Flow measuring devices devices (FE) include vortex, positive displacement (PD),[12] differential pressure (DP),[13] coriolis, ultrasonic,[14] and rotameters.
The flow through compressors is, at its simplest form, controlled by measuring the flow (FT) through the machine at the discharge and controlling the speed (FIC/SIC) of the prime mover (electric motor or gas turbine) that is driving the compressor.[4] Anti-surge control ensures a minimum flow of fluid through the compressor. This requires measurement of flow (FT) at the discharge plus measurements of the suction and discharge pressures (PT) and temperatures (TT) of the fluid flowing through the compressor. The anti-surge controller (FIC) modulates a control valve (FCV) which recycles cooled gas from downstream of the compressor after-cooler back to the suction of the compressor. Low flow alarms (FAL) provide a warning indication to operating personnel.[10]
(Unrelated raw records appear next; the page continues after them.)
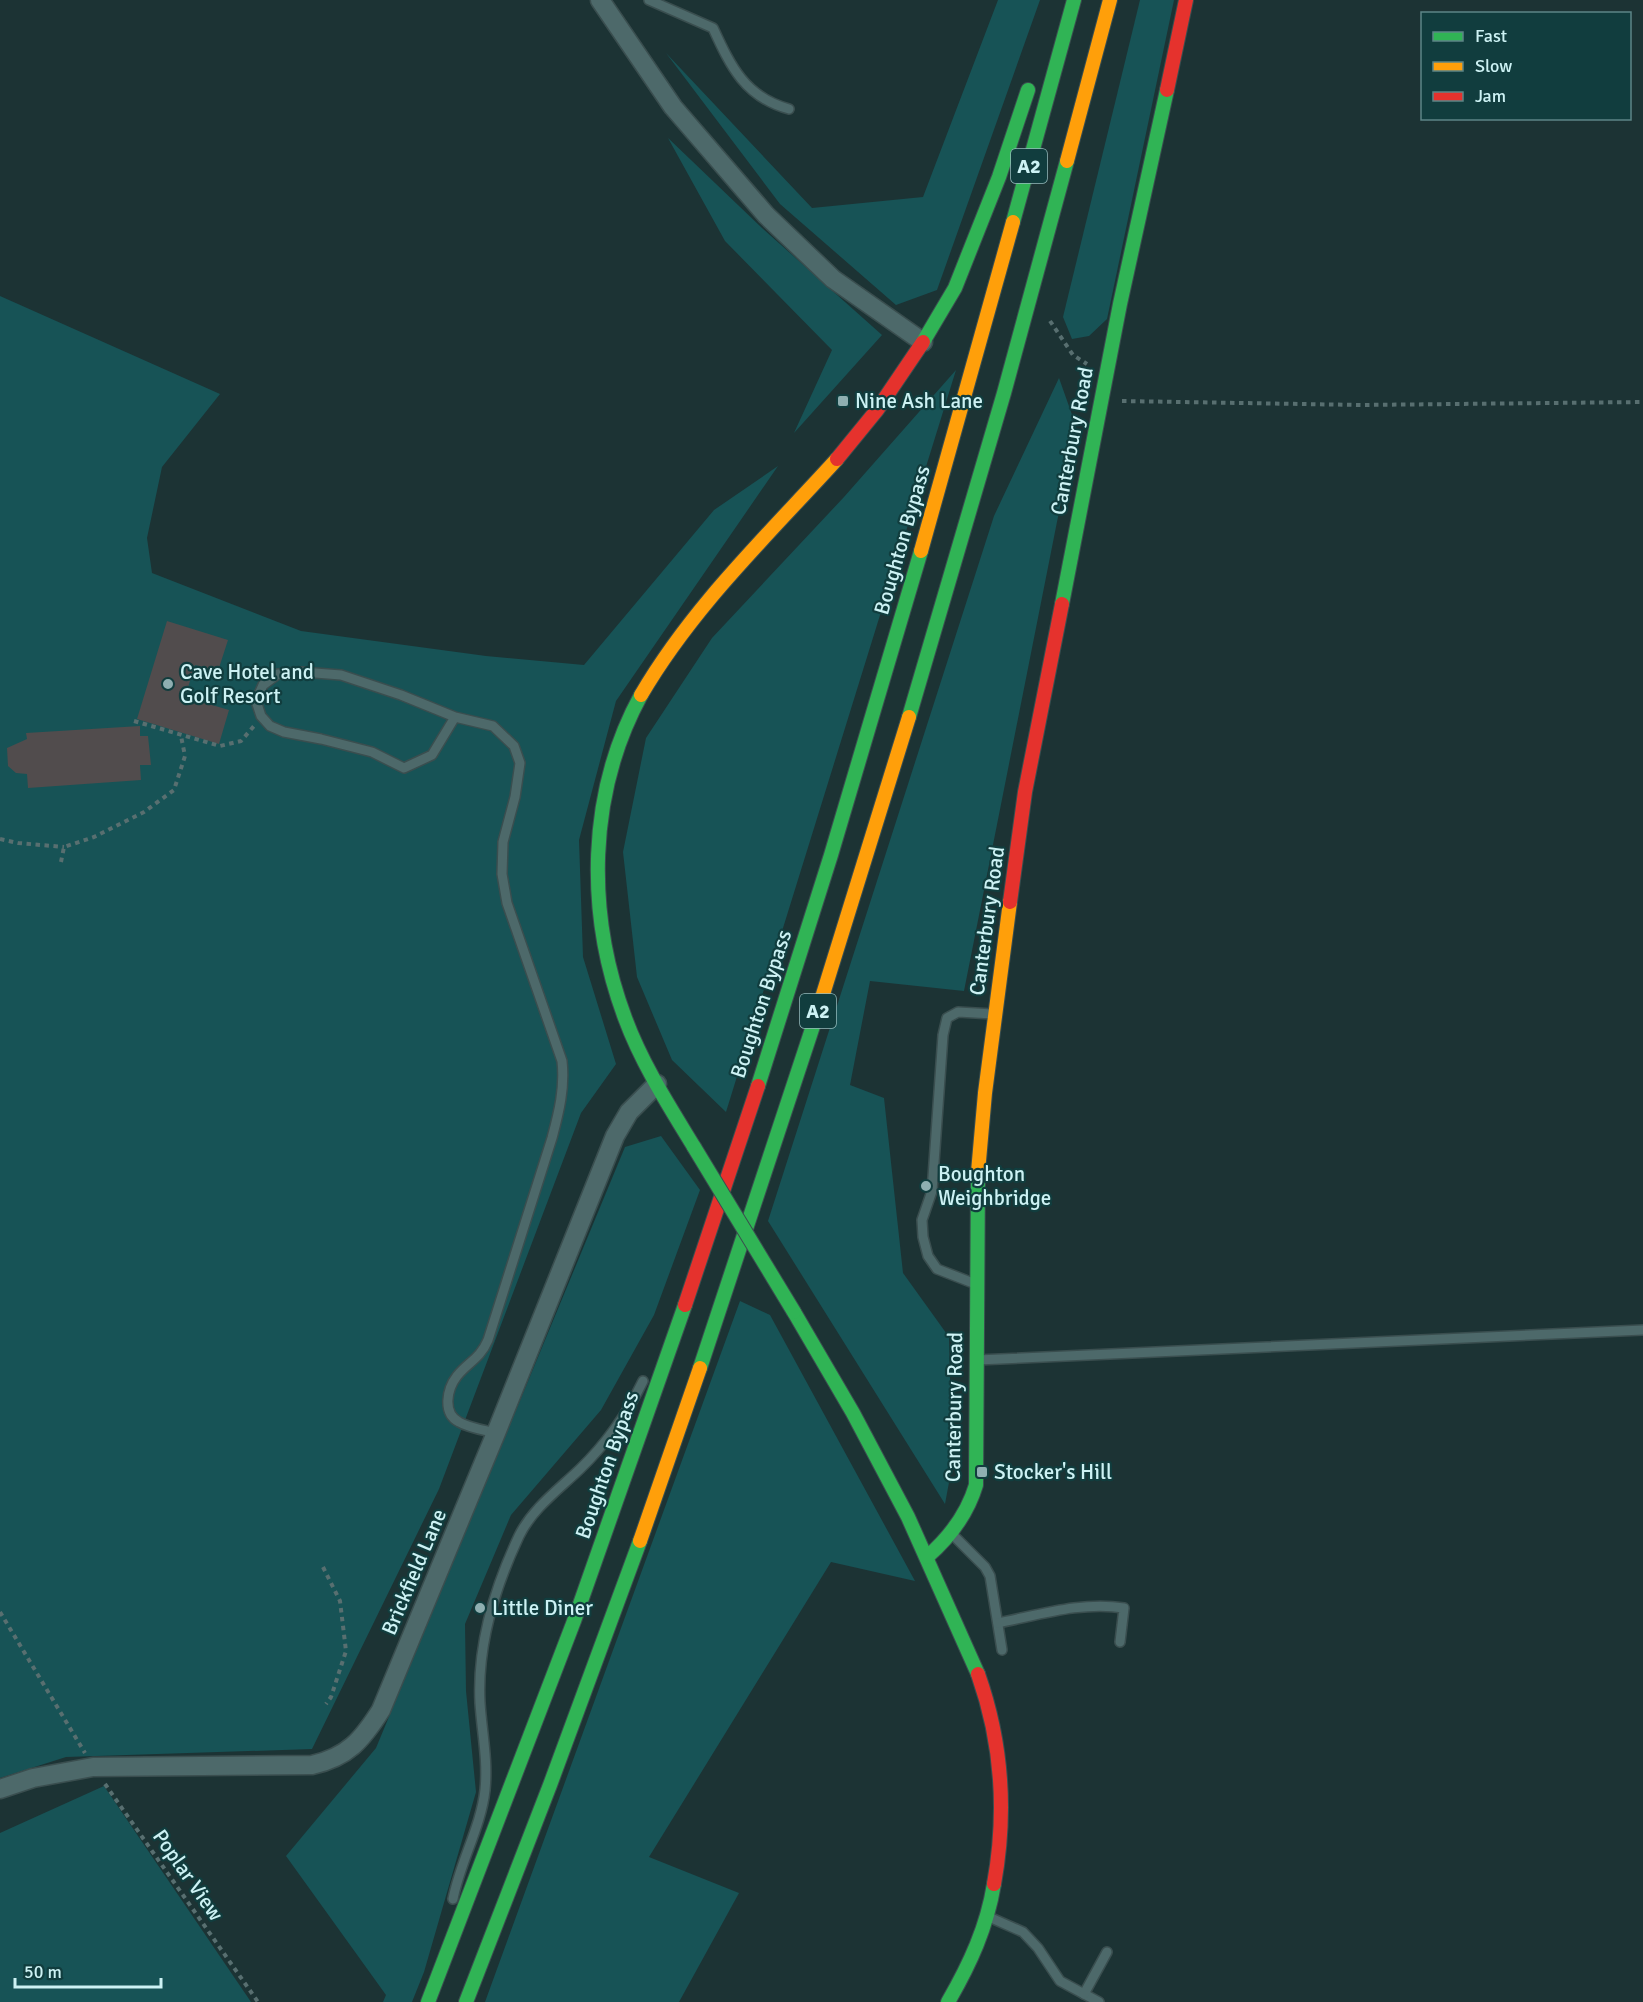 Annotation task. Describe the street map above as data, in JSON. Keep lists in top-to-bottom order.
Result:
{
  "streets": {
    "main road": ["A2", "Canterbury Road", "Boughton Bypass"],
    "street": ["Brickfield Lane"],
    "path": ["Poplar View"]
  },
  "crossings": [
    ["Brickfield Lane", "Poplar View"]
  ],
  "places": {
    "transit": ["Nine Ash Lane", "Stocker's Hill"],
    "other": ["Cave Hotel and Golf Resort", "Boughton Weighbridge", "Little Diner"]
  },
  "legend": ["Fast", "Slow", "Jam"],
  "scale_bar": "50 m"
} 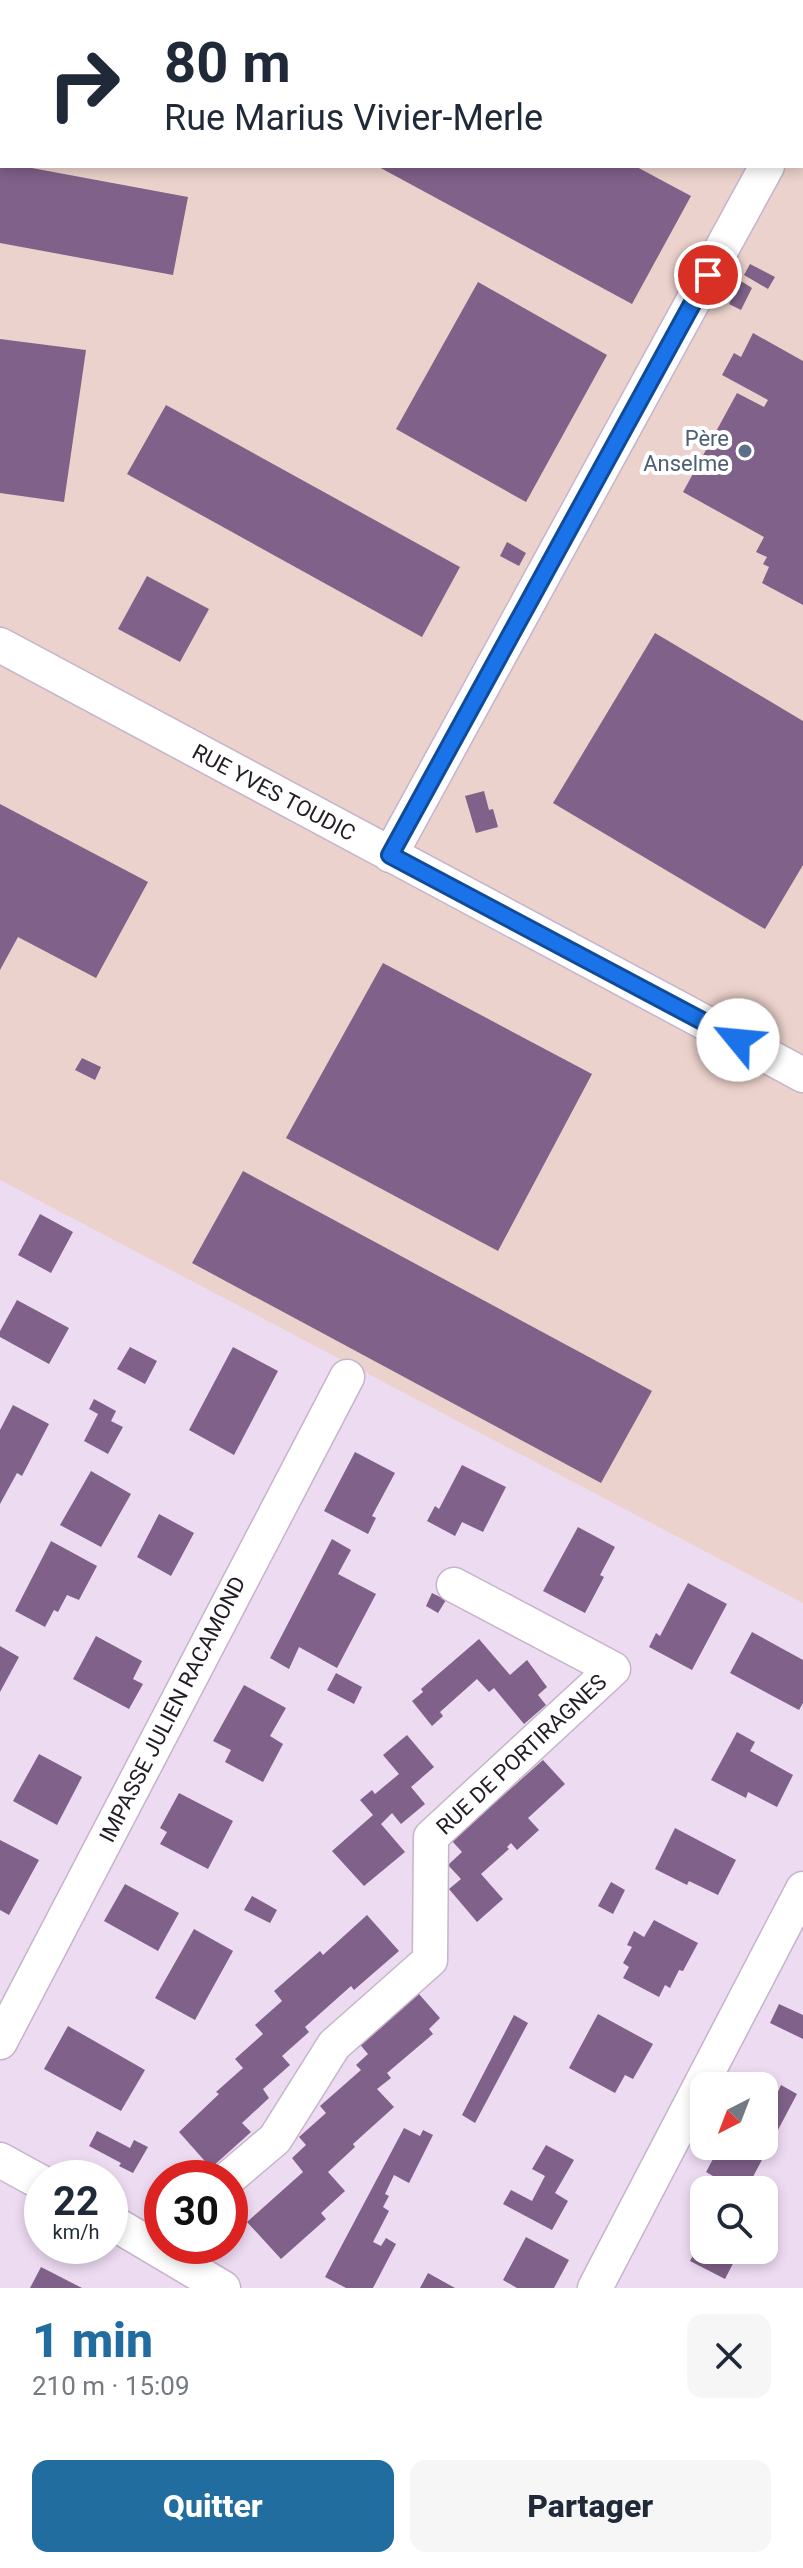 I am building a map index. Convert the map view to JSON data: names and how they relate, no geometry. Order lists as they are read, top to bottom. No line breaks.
{"streets":{"street":["RUE YVES TOUDIC","IMPASSE JULIEN RACAMOND","RUE DE PORTIRAGNES"]},"places":["Père Anselme"],"north":"bottom left","page":{"turn":["80 m","Rue Marius Vivier-Merle"],"speed":"22 km/h","limit":"30","heading":["1 min","210 m · 15:09"],"buttons":["Quitter","Partager"]}}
Large process pumps are provided with minimum flow protection.[4] This comprises measurement of flow (FT) at the pump discharge, this measurement is an input to a flow controller (FIC) whose set point is the minimum flow required through the pump. As the flow reduces to the minimum flow value the controller acts to open a flow control valve (FCV) to recycle fluid from the discharge back to the suction of the pump.[15]
Flow metering (FIQ) is required where custody transfer of fluids takes place, such as an outgoing pipeline or at a tanker loading station. This requires accurate measurement of the flow with inputs such as liquid density.[16]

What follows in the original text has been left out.